With the London Aquatics Centre all but empty last night, Duncan Scott still managed to wow the crowd.

At the outset of British Swimming’s Olympic trials, the 23-year-old destroyed a UK record in his opening gambit in a serious signal of intent for his ambitions in Tokyo this summer. 

His two silvers in Rio in 2016 were acquired in the relays. Second time around, it is individual accomplishment he covets most. And in surging impressively to victory in the 200 metres individual medley in 1 min 55.90 secs, he was according an ovation from the officials on the pool deck, a smile on his face but still, as ever, with ambitions for more. 

The technicalities of the selection policy mean he must await formal confirmation of his entry list for Japan in 12 days time. He will target two further individual berths, in the freestyle, later this week. In reality, he should harbour few fears. 

“As much as it’s a delight to be pre-selected, I’ve got no events guaranteed,” Scott said. “The way British swimming’s been going over the last couple of years and the depth, I need to be on it at the trials to get the events I want to swim. But I’m really happy with my Day 1.” 

Ross Murdoch was among those swept away by the ferocious swell left by Adam Peaty. The defending Olympic champion despatched a pointed message to any would-be rival by posting the year’s quickest time in the morning heats of the 100m breaststroke and them demolishing it in the final with a mark of 57.39 seconds. 

Murdoch was beaten into third by James Wilby but both had to bow to Peaty, who now owns the 20 quickest times in history. “The execution was perfect,” the Englishman declared. “I’m way ahead of where I should be now.
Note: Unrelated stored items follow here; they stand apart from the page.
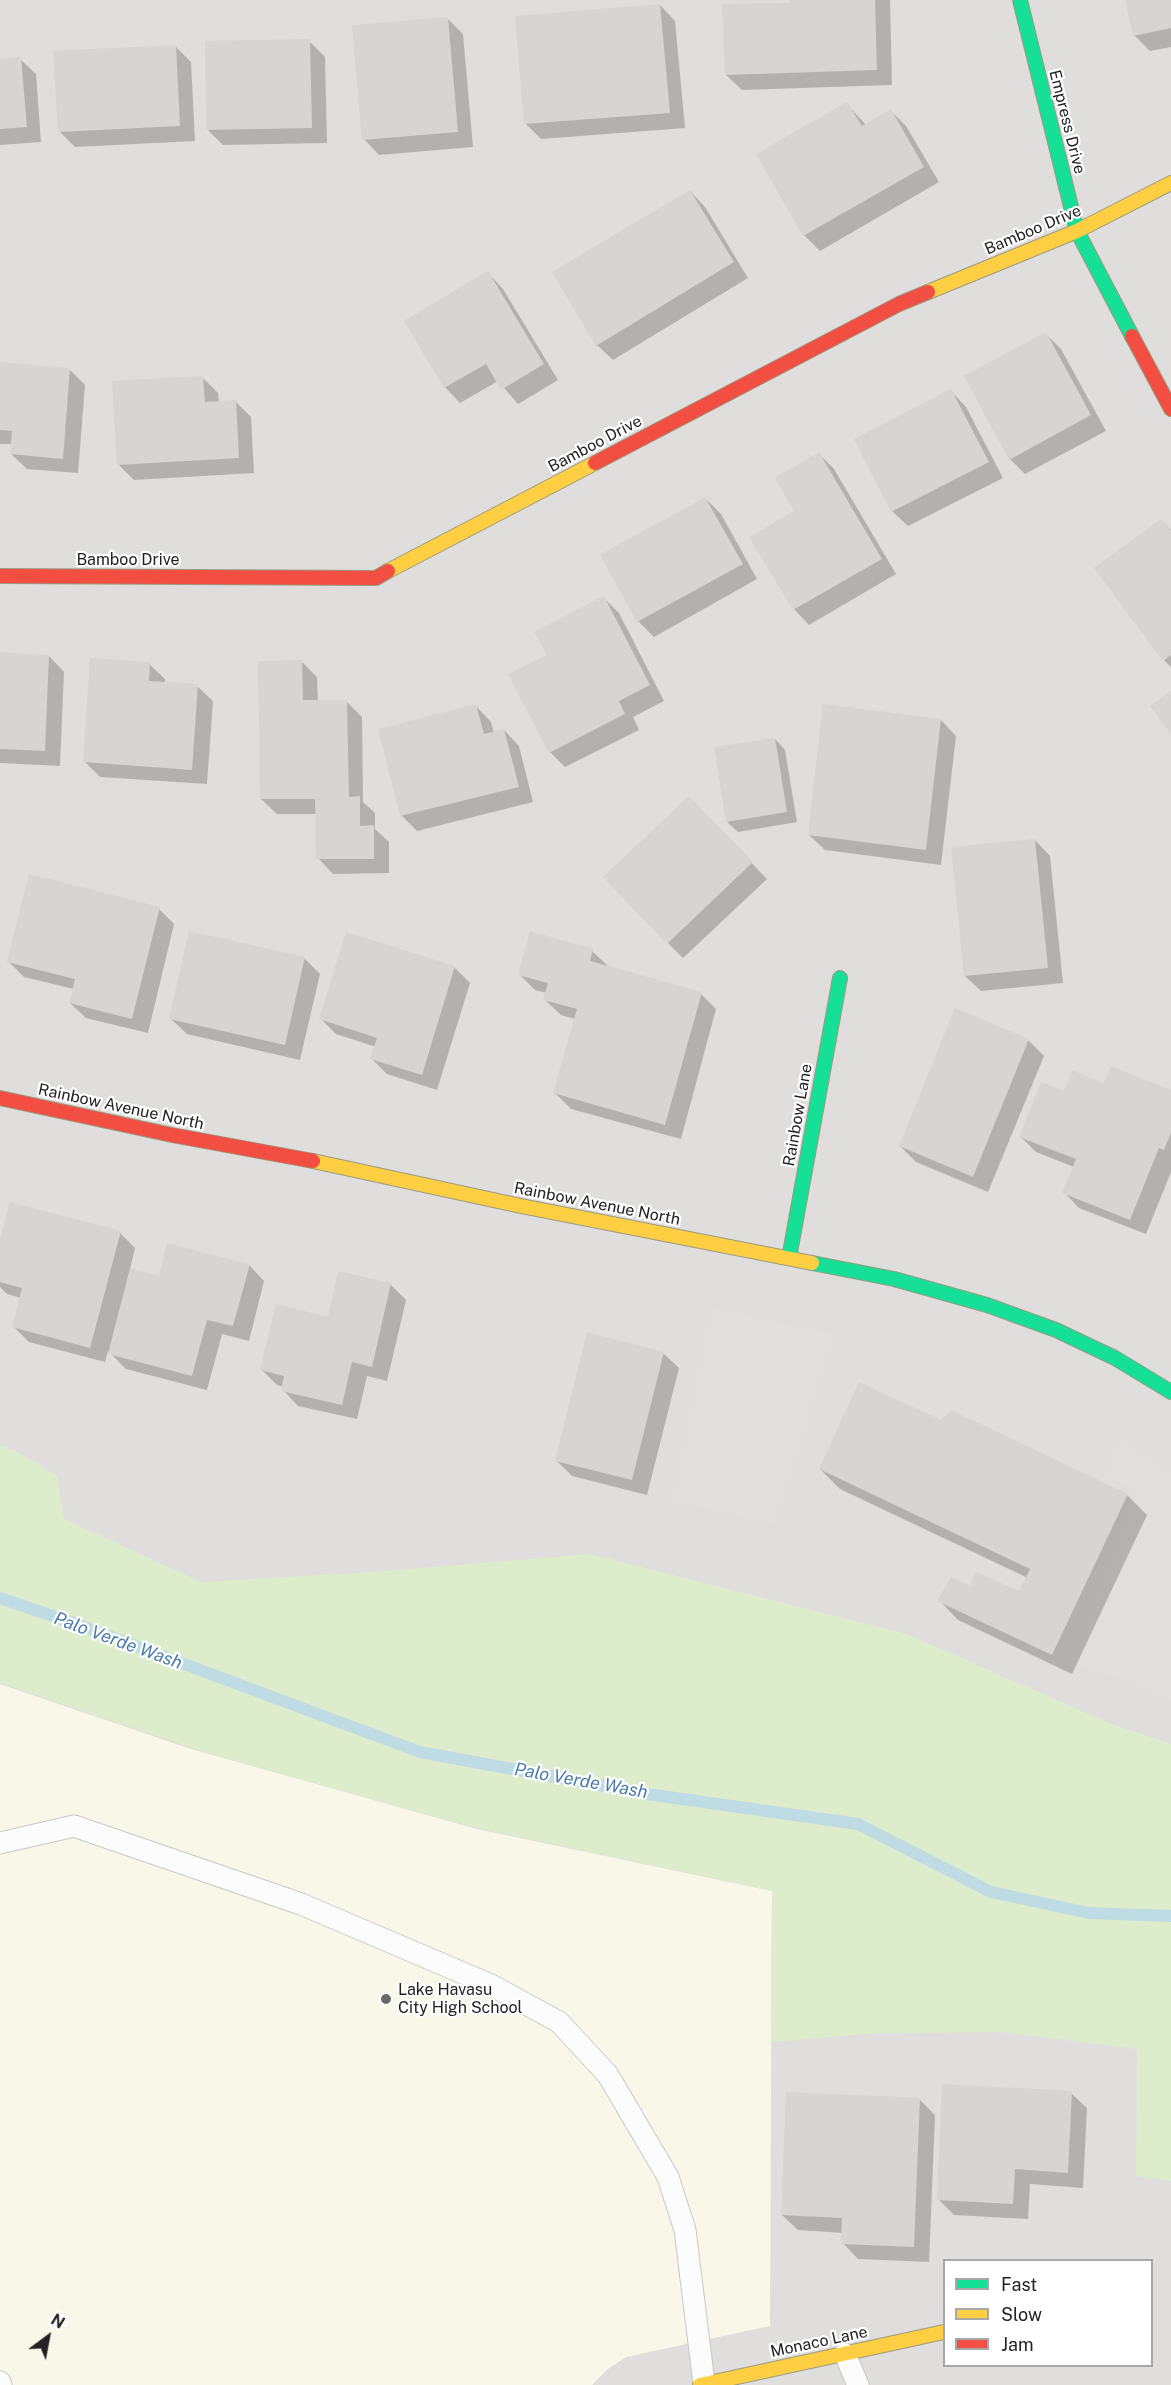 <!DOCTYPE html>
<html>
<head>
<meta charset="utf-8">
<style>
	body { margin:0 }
	#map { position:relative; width:1171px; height:2385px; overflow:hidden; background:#f0eeeb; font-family:"Public Sans",sans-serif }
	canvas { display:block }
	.legend { position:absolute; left:943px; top:2259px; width:210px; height:108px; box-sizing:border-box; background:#fff; border:2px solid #a7a7a7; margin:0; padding:8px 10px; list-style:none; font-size:18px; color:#222 }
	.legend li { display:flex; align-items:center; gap:12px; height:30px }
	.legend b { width:30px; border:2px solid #a7a7a7 }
	.north { position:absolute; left:18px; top:2307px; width:60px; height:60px; -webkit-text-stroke:4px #fff; paint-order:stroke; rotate:32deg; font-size:16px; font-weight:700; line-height:24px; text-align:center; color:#222 }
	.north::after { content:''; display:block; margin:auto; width:21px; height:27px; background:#222; clip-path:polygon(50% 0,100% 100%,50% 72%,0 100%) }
</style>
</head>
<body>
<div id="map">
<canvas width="1171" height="2385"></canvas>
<ul class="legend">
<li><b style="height:8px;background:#16e098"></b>Fast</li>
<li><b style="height:8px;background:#ffcf43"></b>Slow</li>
<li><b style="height:8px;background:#f24e42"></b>Jam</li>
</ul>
<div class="north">N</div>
</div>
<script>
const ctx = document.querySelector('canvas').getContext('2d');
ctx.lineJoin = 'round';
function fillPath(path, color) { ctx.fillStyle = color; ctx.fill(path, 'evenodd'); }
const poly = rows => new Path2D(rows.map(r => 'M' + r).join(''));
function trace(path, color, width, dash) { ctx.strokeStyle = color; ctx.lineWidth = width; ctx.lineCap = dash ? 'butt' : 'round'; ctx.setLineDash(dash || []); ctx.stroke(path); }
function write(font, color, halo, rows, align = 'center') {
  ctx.font = font + ' "Public Sans",sans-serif'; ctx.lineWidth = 4.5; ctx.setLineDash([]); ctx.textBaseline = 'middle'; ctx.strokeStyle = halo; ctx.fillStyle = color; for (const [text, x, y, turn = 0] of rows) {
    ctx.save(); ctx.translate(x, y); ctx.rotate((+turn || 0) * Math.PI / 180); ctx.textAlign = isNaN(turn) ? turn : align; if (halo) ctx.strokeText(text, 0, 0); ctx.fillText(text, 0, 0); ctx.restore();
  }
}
const residential = poly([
	[0,0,1171,0,1171,2385,0,2385],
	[944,2260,1152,2260,1152,2366,944,2366]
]);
const education = poly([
	[0,1684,188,1748,477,1829,772,1891,770,2326,626,2357,608,2369,592,2385,0,2385]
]);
const grass = poly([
	[0,1445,16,1451,57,1476,64,1519,201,1582,373,1572,590,1554,907,1634,1111,1724,1171,1744,1171,2181,1136,2176,1137,2049,1001,2032,880,2033,771,2042,772,1891,472,1827,213,1755,0,1683]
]);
const parking = poly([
	[712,1308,834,1334,774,1524,673,1501],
	[1120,1440,1171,1473,1171,1702,1131,1682,1074,1664,1137,1491,1104,1477]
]);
const shadow = poly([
	[791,0,890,0,892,85,742,90,726,75,791,4],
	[1127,0,1171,0,1171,47,1150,51,1135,36],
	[660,5,675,21,685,128,541,139,526,124],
	[448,19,463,34,473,147,379,155,364,139],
	[309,41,325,57,327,143,223,145,208,130],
	[176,47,191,62,195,141,75,147,59,131],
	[20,59,36,74,41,142,0,145,0,60],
	[847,104,866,125,891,111,906,126,939,182,820,251,804,235,758,154],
	[690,191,705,207,748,278,613,360,597,345],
	[488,273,503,289,558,380,518,404,498,381,460,403,445,387,406,322],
	[1046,334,1061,349,1106,431,1025,474,1010,459],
	[0,364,69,369,85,385,78,473,27,469,11,454,12,444,0,444],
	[202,377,218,393,219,402,235,401,251,417,254,473,134,480,119,465],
	[951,391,966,407,1003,478,908,526,892,511],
	[819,454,834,469,896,574,809,625,794,609],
	[705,498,721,514,757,579,654,637,638,621,602,555],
	[1161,520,1171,530,1171,667,1164,660],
	[604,598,619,613,664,701,633,717,639,730,565,767,550,752,549,656],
	[0,654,49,656,64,672,60,766,0,763],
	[302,662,317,677,318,702,346,701,362,717,363,802,375,813,375,829,389,842,389,873,333,874,318,858,317,814,277,814,261,799],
	[149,664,165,679,165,683,197,686,213,701,207,784,100,777,84,761],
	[476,706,491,722,494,733,504,730,519,746,533,802,417,831,401,815],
	[941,720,956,736,941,865,825,850,809,835],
	[775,739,785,750,797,822,738,832,727,822],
	[704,814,767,879,683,958,668,943],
	[1035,840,1050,856,1063,983,981,991,965,976],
	[159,909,174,924,148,1033,86,1018,70,1003,74,989,24,977,9,962],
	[592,951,608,966,701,994,716,1009,681,1139,571,1109,555,1093,575,1019,561,1015,545,1000,547,993,535,990,519,974],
	[304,958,320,974,300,1060,187,1034,171,1019],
	[454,967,470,983,437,1090,387,1074,372,1059,376,1047,336,1034,321,1019],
	[1028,1040,1044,1056,988,1192,916,1162,900,1146],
	[1105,1085,1171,1091,1171,1172,1146,1234,1079,1208,1064,1192,1074,1167,1036,1152,1021,1137,1065,1093],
	[120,1233,135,1248,130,1269,160,1277,249,1265,264,1281,249,1341,222,1334,207,1390,126,1369,108,1351,105,1362,29,1342,14,1327,21,1298,7,1294,0,1287,0,1246],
	[390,1284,406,1300,387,1381,367,1376,357,1419,298,1406,283,1390,284,1387,277,1385,262,1370,329,1318],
	[663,1353,679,1368,647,1495,572,1476,556,1460],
	[941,1422,1127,1495,1147,1515,1072,1674,958,1620,939,1600,971,1588,1020,1593,1028,1578,840,1489,820,1469],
	[1071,2093,1087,2108,1083,2188,1030,2184,1028,2219,954,2215,938,2199],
	[920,2100,935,2115,929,2262,858,2259,843,2243,843,2233,798,2230,782,2215]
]);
const stream = poly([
	[0,1598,82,1626,420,1752,647,1794,858,1824,991,1892,1089,1913,1171,1916]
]);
const building = poly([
	[789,0,875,0,877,70,725,75,722,4,789,3],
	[1125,0,1171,0,1171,28,1133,36],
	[660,4,670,113,524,124,515,16],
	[448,17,458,132,362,140,352,25],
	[310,39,312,128,206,130,205,41],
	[176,45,180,126,58,132,53,51],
	[21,57,27,127,0,129,0,59],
	[847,102,862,126,891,109,924,167,803,236,756,154],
	[690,190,734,262,596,346,552,272],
	[488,271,544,364,501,390,486,364,444,388,404,321],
	[1046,332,1091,415,1009,460,964,376],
	[0,362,70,368,63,459,10,454,12,431,0,430],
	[203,376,205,402,236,400,239,458,117,465,112,381],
	[951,389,989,462,891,512,854,439],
	[819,452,882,559,793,610,749,537,794,511,775,478],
	[705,497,743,564,637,622,600,555],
	[1161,519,1171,531,1171,655,1163,661,1094,568],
	[604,596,650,685,619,701,625,714,549,753,508,674,547,655,534,632],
	[0,652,49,655,45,751,0,749],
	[90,658,150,662,149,681,198,684,192,770,83,762],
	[302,660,303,700,347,700,349,797,360,796,360,826,374,825,374,859,316,859,315,799,260,799,258,661],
	[1171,691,1171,734,1150,706],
	[476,704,484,734,504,729,519,787,400,816,378,729],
	[823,704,941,719,926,850,808,835],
	[775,738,787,812,726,822,714,747],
	[689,796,753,862,667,944,603,877],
	[1035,839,1048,968,964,976,951,847],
	[29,874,160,907,132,1019,69,1003,75,979,7,962],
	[189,931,305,957,285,1045,169,1019],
	[530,931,593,949,590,961,702,992,665,1125,553,1093,577,1009,543,1000,548,983,518,975],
	[346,932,455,966,422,1075,370,1059,377,1038,319,1019],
	[955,1008,1029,1039,973,1177,899,1146],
	[1111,1066,1171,1090,1171,1133,1164,1150,1159,1148,1130,1220,1062,1193,1076,1159,1019,1137,1041,1082,1064,1091,1072,1070,1104,1083],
	[10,1202,121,1231,90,1348,12,1327,22,1288,0,1282,0,1240],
	[167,1243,250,1264,233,1326,207,1320,192,1376,108,1354,130,1268,159,1276],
	[338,1271,391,1283,372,1367,352,1362,342,1405,281,1391,284,1376,260,1370,276,1304,328,1317],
	[587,1332,664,1352,632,1480,555,1461],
	[859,1382,941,1420,951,1410,1128,1494,1052,1655,937,1601,951,1577,970,1586,976,1572,1019,1591,1030,1569,819,1469],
	[942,2084,1072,2091,1068,2173,1015,2169,1013,2204,937,2200],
	[786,2092,920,2098,914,2247,841,2244,842,2218,781,2215]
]);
const lane = poly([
	[0,1843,74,1826,301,1904,491,1985,559,2022,608,2075,668,2177,685,2230,704,2383],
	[845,2354,858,2385],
	[0,2382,1,2385]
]);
const fast = poly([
	[1020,0,1077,231,1132,336],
	[789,1258,840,978],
	[812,1263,894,1279,987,1305,1056,1330,1115,1358,1171,1392]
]);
const slow = poly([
	[928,292,1077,231,1171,183],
	[388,571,595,463],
	[313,1161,521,1206,812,1263],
	[700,2385,944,2332]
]);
const jam = poly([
	[1132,336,1171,409],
	[595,463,899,304,928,292],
	[0,576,376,578,388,571],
	[0,1098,172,1135,313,1161]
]);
const markers = [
	[386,1999,6,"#6a6968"]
];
const streetNames = [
	["Empress Drive",1067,122,76],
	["Bamboo Drive",1033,230,-23],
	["Bamboo Drive",595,444,-28],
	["Bamboo Drive",128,560],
	["Rainbow Avenue North",121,1107,12],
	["Rainbow Lane",798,1115,-80],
	["Rainbow Avenue North",597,1204,11],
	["Monaco Lane",819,2342,-12]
];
const poiNames = [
	["Lake Havasu",398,1990],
	["City High School",398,2008]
];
const waterNames = [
	["Palo Verde Wash",118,1641,20],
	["Palo Verde Wash",581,1781,10]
];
fillPath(residential, '#dfdedc');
fillPath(education, '#f8f7e8');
fillPath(grass, '#ddeccb');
fillPath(parking, '#e0dfde');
fillPath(shadow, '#0003');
trace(stream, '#bfdbe3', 12);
fillPath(building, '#d7d4d2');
trace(lane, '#c9c8c7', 23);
trace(fast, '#999a82', 16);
trace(slow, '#999a82', 16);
trace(jam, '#999a82', 16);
trace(lane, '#fdfcfc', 21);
trace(fast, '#16e098', 14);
trace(slow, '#ffcf43', 14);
trace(jam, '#f24e42', 14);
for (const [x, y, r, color] of markers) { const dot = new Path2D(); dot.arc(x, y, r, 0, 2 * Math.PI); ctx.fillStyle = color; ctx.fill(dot); trace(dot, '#fff', 2); }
write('16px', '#222', '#fff', streetNames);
write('16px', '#222', '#fff', poiNames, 'left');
write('italic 18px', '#4a7aab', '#fff', waterNames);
</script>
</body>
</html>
So I take a lot of confidence going forward into the summer.” Close to his best, Murdoch’s Tokyo ticket now likely rests on his exertions over 200m on Friday.

Freya Anderson bulldozed her way to victory in the women’s 200m freestyle in the required time of 1:56.80. Edinburgh University’s Lucy Hope boosted her case for a relay slot by coming third in a personal best of 1:57.65.               

Another Stirling contender, Aimee Willmott, bolted clear in the 400m individual medley to triumph by eight seconds in 4:35.70.  Hannah Miley, on her comeback from shoulder surgery, pipped fellow Scot Katie Shahanan to third. 

Kieran Bird slashed four seconds off his previous best to take a surprise win in the men’s 400m freestyle final with City of Perth’s Rio silver medallist Stephen Milne over 17 seconds off the pace.